Russell Groves: Yeah, as we’re speaking, the forecast tonight may be about twelve below zero. What that is going to do for us is it’s going to provide enough chilling degree-days, or cold temperatures, that’s going to kill a lot of insects that are trying to [survive] over winter. This is the year we need; to set them back. 

Sevie Kenyon: Explain to us how it works?

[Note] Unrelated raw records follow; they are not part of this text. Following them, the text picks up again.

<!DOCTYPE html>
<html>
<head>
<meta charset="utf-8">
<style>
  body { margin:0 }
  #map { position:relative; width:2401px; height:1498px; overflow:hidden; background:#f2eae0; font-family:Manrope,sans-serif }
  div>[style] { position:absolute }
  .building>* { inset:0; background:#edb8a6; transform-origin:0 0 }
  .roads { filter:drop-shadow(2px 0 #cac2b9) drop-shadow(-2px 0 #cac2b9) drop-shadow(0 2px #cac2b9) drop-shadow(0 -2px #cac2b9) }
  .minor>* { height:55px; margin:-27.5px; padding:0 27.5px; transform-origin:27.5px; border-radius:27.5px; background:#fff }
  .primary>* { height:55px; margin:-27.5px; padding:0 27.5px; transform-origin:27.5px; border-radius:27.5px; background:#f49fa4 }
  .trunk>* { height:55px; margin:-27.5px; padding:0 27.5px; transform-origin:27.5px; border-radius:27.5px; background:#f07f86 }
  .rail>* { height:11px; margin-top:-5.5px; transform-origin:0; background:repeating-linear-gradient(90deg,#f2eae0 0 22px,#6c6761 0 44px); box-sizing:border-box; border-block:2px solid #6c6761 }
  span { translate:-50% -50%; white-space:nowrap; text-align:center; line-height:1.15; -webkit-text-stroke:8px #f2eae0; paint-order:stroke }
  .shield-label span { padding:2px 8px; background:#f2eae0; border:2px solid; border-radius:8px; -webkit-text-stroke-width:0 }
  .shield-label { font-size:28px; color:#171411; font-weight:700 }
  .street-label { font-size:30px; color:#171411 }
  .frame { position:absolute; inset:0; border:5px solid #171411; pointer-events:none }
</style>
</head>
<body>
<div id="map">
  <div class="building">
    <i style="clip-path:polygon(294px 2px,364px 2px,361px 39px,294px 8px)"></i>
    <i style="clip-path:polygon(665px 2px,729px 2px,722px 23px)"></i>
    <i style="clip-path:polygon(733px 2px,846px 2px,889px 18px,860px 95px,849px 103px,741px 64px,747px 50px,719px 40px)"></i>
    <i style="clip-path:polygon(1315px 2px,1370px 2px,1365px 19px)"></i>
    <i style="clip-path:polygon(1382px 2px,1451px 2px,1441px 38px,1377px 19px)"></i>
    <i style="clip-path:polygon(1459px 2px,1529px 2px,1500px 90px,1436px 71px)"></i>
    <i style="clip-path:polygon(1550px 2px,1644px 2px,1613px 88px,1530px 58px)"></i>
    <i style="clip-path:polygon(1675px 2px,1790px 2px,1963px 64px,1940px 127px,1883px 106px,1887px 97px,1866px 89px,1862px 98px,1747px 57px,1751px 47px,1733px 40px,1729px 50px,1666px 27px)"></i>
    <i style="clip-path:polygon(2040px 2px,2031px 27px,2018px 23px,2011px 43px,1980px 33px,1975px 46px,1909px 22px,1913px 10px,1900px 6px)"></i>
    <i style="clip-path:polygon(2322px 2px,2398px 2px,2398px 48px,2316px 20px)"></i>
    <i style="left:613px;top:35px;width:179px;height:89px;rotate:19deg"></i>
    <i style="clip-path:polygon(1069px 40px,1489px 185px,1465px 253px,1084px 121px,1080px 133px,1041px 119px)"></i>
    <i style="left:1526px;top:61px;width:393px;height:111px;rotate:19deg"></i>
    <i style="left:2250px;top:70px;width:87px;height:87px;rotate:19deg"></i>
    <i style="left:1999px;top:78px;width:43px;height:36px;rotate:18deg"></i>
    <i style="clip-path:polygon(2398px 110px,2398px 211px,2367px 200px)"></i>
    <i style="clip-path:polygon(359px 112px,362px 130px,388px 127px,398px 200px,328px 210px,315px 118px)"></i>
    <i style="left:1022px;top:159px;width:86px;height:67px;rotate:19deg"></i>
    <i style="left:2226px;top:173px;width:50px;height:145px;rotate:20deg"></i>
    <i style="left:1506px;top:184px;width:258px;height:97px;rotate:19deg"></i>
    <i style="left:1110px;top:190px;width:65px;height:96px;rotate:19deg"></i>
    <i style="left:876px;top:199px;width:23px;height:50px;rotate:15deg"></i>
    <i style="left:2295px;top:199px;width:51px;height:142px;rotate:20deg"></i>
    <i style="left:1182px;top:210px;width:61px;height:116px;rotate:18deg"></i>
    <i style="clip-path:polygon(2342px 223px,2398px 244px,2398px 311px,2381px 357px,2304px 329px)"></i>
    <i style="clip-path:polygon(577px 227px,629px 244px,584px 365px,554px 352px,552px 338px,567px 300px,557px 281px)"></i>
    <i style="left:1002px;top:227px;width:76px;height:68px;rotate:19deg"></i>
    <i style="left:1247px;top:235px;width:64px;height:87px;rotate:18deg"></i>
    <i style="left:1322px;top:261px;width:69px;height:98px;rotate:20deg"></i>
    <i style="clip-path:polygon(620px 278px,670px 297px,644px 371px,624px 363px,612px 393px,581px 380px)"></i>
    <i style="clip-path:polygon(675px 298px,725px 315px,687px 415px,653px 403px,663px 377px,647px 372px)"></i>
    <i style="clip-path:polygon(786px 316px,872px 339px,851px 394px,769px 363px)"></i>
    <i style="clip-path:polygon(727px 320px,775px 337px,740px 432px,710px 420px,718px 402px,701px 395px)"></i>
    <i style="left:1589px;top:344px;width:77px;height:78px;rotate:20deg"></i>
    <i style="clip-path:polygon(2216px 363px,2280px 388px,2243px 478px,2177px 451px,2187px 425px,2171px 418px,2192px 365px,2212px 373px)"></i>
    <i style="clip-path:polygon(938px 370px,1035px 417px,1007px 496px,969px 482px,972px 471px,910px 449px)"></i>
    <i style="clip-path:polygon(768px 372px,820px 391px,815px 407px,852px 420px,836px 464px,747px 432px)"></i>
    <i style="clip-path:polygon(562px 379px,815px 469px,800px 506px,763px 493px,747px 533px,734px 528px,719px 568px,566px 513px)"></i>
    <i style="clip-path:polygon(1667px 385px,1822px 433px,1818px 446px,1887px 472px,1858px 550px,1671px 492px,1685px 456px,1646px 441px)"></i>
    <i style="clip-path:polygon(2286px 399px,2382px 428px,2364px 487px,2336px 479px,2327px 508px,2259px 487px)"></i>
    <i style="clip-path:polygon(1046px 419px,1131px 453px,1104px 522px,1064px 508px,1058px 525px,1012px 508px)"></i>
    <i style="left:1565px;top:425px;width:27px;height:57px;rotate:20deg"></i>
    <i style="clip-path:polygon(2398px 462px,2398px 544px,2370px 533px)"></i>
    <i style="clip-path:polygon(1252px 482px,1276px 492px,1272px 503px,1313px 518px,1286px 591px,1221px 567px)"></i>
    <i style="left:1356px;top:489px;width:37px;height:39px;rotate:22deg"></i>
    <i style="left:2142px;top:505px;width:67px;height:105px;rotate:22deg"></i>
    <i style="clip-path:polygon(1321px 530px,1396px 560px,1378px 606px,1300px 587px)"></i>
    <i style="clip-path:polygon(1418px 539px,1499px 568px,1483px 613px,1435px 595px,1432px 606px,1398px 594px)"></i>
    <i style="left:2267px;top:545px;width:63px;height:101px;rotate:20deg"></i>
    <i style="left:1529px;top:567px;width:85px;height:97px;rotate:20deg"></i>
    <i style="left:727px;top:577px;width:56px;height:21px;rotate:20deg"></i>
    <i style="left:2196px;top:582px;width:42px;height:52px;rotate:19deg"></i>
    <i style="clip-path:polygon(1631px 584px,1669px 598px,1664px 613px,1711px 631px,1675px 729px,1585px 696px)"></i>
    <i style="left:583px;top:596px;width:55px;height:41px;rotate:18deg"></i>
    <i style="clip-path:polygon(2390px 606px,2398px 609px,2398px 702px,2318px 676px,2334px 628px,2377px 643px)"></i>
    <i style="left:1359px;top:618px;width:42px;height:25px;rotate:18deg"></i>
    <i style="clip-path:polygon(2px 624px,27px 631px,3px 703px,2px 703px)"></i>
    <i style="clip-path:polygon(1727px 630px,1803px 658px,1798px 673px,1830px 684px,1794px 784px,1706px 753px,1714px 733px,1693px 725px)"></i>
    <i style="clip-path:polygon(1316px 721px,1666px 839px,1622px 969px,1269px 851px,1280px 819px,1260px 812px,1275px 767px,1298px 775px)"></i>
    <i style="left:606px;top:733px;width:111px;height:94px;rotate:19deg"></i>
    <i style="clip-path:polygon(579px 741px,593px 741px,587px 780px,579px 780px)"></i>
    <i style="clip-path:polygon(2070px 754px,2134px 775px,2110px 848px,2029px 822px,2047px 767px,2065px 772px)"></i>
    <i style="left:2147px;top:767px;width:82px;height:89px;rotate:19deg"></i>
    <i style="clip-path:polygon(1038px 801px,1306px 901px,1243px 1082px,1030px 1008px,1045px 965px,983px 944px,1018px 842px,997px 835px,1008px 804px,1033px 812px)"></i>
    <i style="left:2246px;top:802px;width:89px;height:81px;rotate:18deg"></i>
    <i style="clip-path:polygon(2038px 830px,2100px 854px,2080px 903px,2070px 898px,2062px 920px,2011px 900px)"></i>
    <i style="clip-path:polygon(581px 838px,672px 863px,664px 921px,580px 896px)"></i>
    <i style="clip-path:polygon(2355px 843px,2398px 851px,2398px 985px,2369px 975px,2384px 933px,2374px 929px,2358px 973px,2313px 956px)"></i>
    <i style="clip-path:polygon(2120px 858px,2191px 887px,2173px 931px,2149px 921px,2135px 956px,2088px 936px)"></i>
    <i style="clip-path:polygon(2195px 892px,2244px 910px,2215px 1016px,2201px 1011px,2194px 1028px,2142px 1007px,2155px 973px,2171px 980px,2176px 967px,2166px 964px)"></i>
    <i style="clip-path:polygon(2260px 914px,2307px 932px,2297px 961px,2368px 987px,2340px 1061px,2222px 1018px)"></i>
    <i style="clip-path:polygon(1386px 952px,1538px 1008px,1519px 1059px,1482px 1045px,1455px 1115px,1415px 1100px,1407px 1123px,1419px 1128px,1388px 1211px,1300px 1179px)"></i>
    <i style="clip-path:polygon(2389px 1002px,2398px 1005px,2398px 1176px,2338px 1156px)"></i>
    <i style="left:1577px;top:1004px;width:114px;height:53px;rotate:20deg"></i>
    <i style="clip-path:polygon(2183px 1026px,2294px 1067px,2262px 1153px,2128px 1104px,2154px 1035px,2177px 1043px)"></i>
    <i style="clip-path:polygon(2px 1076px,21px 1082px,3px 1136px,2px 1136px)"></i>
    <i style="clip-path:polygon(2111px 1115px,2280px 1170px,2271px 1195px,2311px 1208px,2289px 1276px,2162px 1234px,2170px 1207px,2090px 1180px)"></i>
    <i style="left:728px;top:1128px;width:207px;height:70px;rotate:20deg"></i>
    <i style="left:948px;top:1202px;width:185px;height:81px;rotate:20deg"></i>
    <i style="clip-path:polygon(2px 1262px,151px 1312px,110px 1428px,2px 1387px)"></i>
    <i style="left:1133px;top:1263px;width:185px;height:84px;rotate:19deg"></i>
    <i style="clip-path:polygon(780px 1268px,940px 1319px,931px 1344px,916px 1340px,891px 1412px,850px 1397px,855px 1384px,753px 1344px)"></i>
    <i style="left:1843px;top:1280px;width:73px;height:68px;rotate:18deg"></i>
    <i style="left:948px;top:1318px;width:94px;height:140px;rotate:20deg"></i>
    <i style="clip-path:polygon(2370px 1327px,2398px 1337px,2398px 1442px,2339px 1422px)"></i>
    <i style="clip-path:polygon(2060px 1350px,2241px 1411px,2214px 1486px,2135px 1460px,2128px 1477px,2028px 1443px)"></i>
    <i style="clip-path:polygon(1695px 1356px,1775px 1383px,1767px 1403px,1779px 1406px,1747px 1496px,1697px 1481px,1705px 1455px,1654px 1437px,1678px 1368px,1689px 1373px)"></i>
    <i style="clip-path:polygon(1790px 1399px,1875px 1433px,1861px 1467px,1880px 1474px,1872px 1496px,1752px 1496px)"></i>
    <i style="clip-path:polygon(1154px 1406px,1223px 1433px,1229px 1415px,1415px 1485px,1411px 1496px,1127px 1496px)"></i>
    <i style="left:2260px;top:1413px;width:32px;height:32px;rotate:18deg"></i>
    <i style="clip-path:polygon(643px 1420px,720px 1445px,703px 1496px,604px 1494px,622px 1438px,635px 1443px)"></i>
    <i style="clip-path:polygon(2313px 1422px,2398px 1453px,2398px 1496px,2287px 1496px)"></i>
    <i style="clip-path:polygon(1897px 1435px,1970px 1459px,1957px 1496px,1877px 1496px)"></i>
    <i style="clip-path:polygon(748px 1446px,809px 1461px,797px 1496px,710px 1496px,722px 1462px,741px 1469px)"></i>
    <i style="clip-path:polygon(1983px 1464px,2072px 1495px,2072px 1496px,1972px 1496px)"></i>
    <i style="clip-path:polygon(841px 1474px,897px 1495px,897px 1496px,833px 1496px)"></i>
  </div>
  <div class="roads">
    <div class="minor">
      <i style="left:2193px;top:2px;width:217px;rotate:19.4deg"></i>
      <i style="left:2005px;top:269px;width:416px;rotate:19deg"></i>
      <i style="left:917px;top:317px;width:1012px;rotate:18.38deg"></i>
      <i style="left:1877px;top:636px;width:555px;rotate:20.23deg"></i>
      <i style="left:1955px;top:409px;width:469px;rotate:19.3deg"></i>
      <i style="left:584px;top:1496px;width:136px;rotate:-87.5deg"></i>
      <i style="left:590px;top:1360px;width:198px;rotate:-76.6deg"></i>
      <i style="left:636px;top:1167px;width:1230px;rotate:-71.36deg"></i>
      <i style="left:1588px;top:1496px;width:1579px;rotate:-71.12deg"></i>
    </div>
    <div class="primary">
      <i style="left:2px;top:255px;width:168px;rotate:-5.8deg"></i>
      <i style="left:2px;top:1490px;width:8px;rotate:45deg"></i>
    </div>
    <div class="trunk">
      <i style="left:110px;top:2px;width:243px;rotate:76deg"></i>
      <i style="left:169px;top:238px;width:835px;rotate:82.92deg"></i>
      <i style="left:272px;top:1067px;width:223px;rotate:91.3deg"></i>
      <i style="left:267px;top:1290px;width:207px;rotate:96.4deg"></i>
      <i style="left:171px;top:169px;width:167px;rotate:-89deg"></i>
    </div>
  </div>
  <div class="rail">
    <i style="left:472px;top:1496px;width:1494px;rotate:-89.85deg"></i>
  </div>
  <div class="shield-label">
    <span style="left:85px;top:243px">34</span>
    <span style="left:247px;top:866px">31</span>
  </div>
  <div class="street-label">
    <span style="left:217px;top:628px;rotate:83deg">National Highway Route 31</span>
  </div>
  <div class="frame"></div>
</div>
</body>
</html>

Russell Groves: The air temperature itself can have the ability to directly freeze an insect, but it is a little bit challenging for you know insects that are in the soil, to be exposed to that air temperature. And in fact, a little bit of the snow that we have is a real good insulator. So what we do need is extended periods of cold temperature, and we also need a little bit of this wind. So where we have these cold temperatures and we have these extreme wind chills, when the wind comes and it blows the fields wide open, it really allows that cold temperature to reach the soil and our frost line to go deep, and by doing that can get to these insects, and drive the temperature down to levels that can be killing.

Sevie Kenyon: This isn’t just about killing bugs in Wisconsin.

Russell Groves: this is sort of a big, synoptic, weather event that’s really over much of the upper Midwest and even over the east. So this effect is going to be felt across many many areas of the state, Emerald Ashborer, and Emerald Ashborer populations might be getting effected by this, especially in the areas where we’re really getting these cold temperatures. And the same phenomenon is the case, we have to have these extended periods of cold temperature in order for the interior of the trees to reach the temperatures that can be a killing temperature. In the case for a lot of our insects that effect crops, again where they’re in the soil, we have to have these extended periods, and it is, it’s happening over a very large area in the country.

Sevie Kenyon: What other insects are affected by such cold temperatures?

Russell Groves: As a vegetable entomologist here in Wisconsin, probably a couple of the insects that I deal with, most often, one would be the Colorado Potato Beetle. And of course that’s probably our key pest with potatoes. That’s an insect that over winters in the ground, usually winters on average over twelve, to fifteen, maybe twenty inches in the soil, and so it’s these types of temperatures that are reaching these kinds of populations. Another one is Striped Cucumber Beetle. In our squashes are Cucurbits, and insects that over winters not in the ground, but on the soil surface, again when these fields blow open because of this wind and this cool, it’s getting to them. And we’re getting a few of them.

Sevie Kenyon: We’ve been visiting with Russell Groves, Department of Entomology, University of Wisconsin Extension and the College of Agricultural and Life Sciences, now celebrating 125 years, and I am Sevie Kenyon.